Efficient and reliable block propagation on the Bitcoin network is vital for ensuring the scalability of this peer-to-peer network. To this end, several schemes have been proposed over the last few years to speed up the block propagation, most notably the compact block protocol (BIP 152). Despite this, we show experimental evidence that nodes that have recently joined the network may need about ten days until this protocol becomes 90% effective. This problem is endemic for nodes that do not have persistent network connectivity. We propose to mitigate this ineffectiveness by maintaining mempool synchronization among Bitcoin nodes. For this purpose, we design and implement into Bitcoin a new prioritized data synchronization protocol, called FalafelSync. Our experiments show that FalafelSync helps intermittently connected nodes to maintain better consistency with more stable nodes, thereby showing promise for improving block propagation in the broader network. In the process, we have also developed an effective logging mechanism for bitcoin nodes we release for public use.

Yossi Gilad, Amir Herzberg, Ari Trachtenberg

As mobile phones have evolved into `smartphones', with complex operating systems running third- party software, they have become increasingly vulnerable to malicious applications (malware).

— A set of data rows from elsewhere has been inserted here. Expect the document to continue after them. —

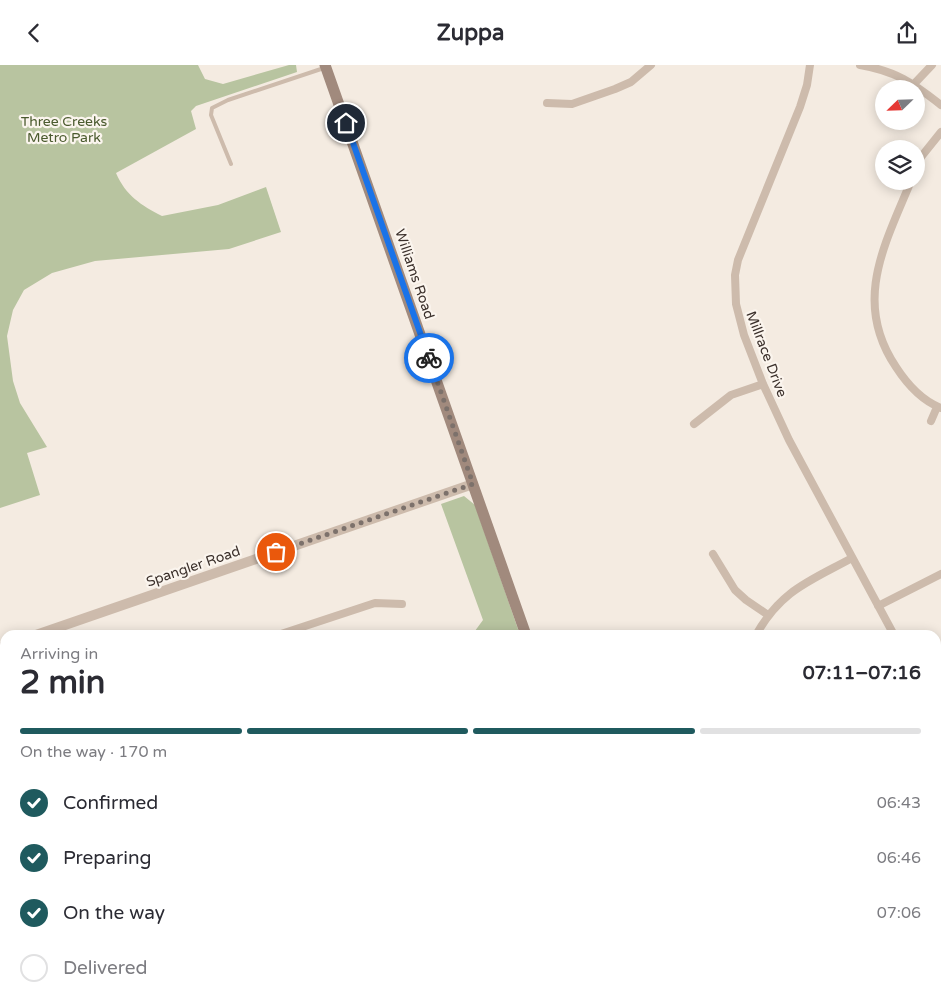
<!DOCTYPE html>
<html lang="en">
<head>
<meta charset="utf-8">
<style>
	:root { --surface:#fff; --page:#f7f7f7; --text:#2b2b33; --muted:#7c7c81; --line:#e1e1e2; --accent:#1f5a5e }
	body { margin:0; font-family:"Varela Round",sans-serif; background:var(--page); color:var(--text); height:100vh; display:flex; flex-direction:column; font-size:19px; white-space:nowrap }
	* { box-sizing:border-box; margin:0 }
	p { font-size:16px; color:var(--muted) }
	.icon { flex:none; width:28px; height:28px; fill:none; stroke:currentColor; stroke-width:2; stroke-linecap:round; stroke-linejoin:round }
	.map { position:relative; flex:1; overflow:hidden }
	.drawer { position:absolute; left:0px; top:565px; width:941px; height:376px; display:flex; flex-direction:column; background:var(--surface); border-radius:15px 15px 0 0; box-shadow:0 2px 12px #0003 }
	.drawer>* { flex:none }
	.needle { width:32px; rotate:247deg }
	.tools { position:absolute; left:875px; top:15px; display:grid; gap:10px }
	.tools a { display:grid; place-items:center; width:50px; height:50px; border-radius:50%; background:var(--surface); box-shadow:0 2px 12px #0003; font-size:25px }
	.pin { position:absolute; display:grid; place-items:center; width:42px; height:42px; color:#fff; margin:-21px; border:2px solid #fff; border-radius:50%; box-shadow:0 1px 5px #0007 }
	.courier { position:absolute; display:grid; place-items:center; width:50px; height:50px; margin:-25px; border:4px solid #1a73e8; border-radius:50%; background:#fff; color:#222; box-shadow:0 1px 6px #0007 }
	.headline em { font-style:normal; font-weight:800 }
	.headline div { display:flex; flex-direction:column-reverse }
	.headline { display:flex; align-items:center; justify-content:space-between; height:85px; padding:0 20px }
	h1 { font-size:32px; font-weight:800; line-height:38px }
	.bar { display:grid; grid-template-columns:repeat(4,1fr); gap:8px 5px; align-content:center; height:60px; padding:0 20px }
	.bar i { height:6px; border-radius:4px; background:var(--line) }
	.bar .current { background:var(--accent) }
	.bar p { grid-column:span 4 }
	ol { padding:0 20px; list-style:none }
	li { display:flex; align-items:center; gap:15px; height:55px }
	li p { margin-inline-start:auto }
	li .icon { padding:5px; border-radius:50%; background:var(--accent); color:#fff; stroke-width:4 }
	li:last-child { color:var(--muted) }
	li i { width:28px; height:28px; border:2px solid var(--line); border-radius:50% }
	header { display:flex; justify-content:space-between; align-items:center; height:65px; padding:0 20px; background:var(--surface); font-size:22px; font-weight:800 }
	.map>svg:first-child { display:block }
	.green { fill:#b8c4a0 }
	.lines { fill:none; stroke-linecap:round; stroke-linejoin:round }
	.service { stroke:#cdbbac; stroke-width:4 }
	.minor { stroke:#cdbbac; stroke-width:8 }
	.tertiary { stroke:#cdbbac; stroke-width:10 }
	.secondary { stroke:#a18a7d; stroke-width:11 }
	.done { stroke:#7c716b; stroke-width:5; stroke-dasharray:0 9 }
	.route { stroke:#1a73e8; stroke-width:6 }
	.labels { text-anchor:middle; stroke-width:4.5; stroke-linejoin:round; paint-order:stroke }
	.park-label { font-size:14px; fill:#4a5a2e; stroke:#fbf5ee }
	.street-label { font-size:14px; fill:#3b302b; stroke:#fbf5ee }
</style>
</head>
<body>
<header><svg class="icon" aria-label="back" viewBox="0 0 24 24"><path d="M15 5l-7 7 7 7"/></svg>Zuppa<svg class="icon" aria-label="share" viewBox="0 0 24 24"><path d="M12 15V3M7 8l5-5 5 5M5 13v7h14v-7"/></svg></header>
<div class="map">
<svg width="941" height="941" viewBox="0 0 941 941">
	<rect width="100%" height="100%" fill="#f4ebe1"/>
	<!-- green -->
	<path class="green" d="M0,0H198L205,14L223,19L289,0H296L297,7L196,41L191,46L196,64L116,108C126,131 141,140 162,151L218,140L266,122L281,167L229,184L95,196L52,208L24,225L13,245L7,271L13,316L20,338L47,382L27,388L40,430L0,443Z
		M464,431L475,440L520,570H472L483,555L441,439Z
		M363,936H453V941H360Z
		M591,936H653L656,941H590Z"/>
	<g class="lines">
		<!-- service -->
		<path class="service" d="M231,99L211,50L212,43L228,35L324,3
			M0,922L5,926
			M19,936L25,941"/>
		<!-- minor -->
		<path class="minor" d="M810,0L807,20L800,42L738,195L735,210L736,239L744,270L763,319L789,375L894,570
			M860,0C896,6 913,18 941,40
			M914,19L932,0
			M547,38L572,39L615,24L631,17L651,0
			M916,103L921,92L941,67
			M911,116C885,179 852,237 896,302C907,319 923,336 941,343
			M931,356L937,342
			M694,359L731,330L763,319
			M713,489L735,525L746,535L768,550
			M878,541L941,509
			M278,570L375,538L402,539
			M756,570C781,525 810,516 852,493
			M936,649L941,660
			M0,665L5,664
			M936,748L941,746
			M0,783L5,798
			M936,888L941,887
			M278,941L282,936
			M518,941L519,936
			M785,941L795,936"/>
		<!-- tertiary -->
		<path class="tertiary" d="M36,570L473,419
			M0,582L5,581"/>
		<!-- secondary -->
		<path class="secondary" d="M325,0L526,570
			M661,936L664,941"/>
	</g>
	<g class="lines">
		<!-- done -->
		<path class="done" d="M276,487L473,419L429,293"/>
		<!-- route -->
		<path class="route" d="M346,58L429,293"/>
	</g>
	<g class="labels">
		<!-- park labels -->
		<g class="park-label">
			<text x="64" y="61">Three Creeks<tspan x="64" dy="16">Metro Park</tspan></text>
		</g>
		<!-- street labels -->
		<g class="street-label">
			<text transform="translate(415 209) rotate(71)" y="5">Williams Road</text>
			<text transform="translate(767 289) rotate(69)" y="5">Millrace Drive</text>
			<text transform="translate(193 501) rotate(-19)" y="5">Spangler Road</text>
		</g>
	</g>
</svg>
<div class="tools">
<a><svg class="needle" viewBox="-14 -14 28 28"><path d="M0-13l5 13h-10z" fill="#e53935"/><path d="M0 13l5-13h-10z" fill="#7c7c81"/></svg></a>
<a><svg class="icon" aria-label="layers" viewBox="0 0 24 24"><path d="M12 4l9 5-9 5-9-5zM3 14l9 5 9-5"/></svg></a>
</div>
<div class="pin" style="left:276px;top:487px;background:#ea580c"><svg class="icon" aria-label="bag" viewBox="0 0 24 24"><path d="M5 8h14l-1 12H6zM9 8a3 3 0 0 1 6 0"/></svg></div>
<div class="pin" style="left:346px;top:58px;background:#1f2937"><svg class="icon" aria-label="home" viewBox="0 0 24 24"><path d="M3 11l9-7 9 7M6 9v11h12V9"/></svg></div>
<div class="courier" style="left:429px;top:293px"><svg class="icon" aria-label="bike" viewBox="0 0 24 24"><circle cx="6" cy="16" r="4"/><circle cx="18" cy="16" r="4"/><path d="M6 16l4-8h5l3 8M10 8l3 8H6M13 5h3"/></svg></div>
<section class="drawer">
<div class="headline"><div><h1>2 min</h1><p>Arriving in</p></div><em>07:11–07:16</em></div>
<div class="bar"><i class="current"></i><i class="current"></i><i class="current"></i><i></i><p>On the way · 170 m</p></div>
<ol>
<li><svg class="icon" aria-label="check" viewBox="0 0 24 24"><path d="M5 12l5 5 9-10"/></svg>Confirmed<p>06:43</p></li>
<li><svg class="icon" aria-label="check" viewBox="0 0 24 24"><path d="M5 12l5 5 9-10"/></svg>Preparing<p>06:46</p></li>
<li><svg class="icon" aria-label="check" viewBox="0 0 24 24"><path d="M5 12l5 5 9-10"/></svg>On the way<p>07:06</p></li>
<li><i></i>Delivered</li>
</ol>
</section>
</div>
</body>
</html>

We introduce a new design for mitigating malware attacks against smartphone users, based on a small trusted computing base module, denoted uTCB. The uTCB manages sensitive data and sensors, and provides core services to applications, independently of the operating system. The user invokes uTCB using a simple secure attention key, which is pressed in order to validate physical possession of the device and authorize a sensitive action; this protects private information even if the device is infected with malware. We present a proof-of-concept implementation of uTCB based on ARM's TrustZone, a secure execution environment increasingly found in smartphones, and evaluate our implementation using simulations.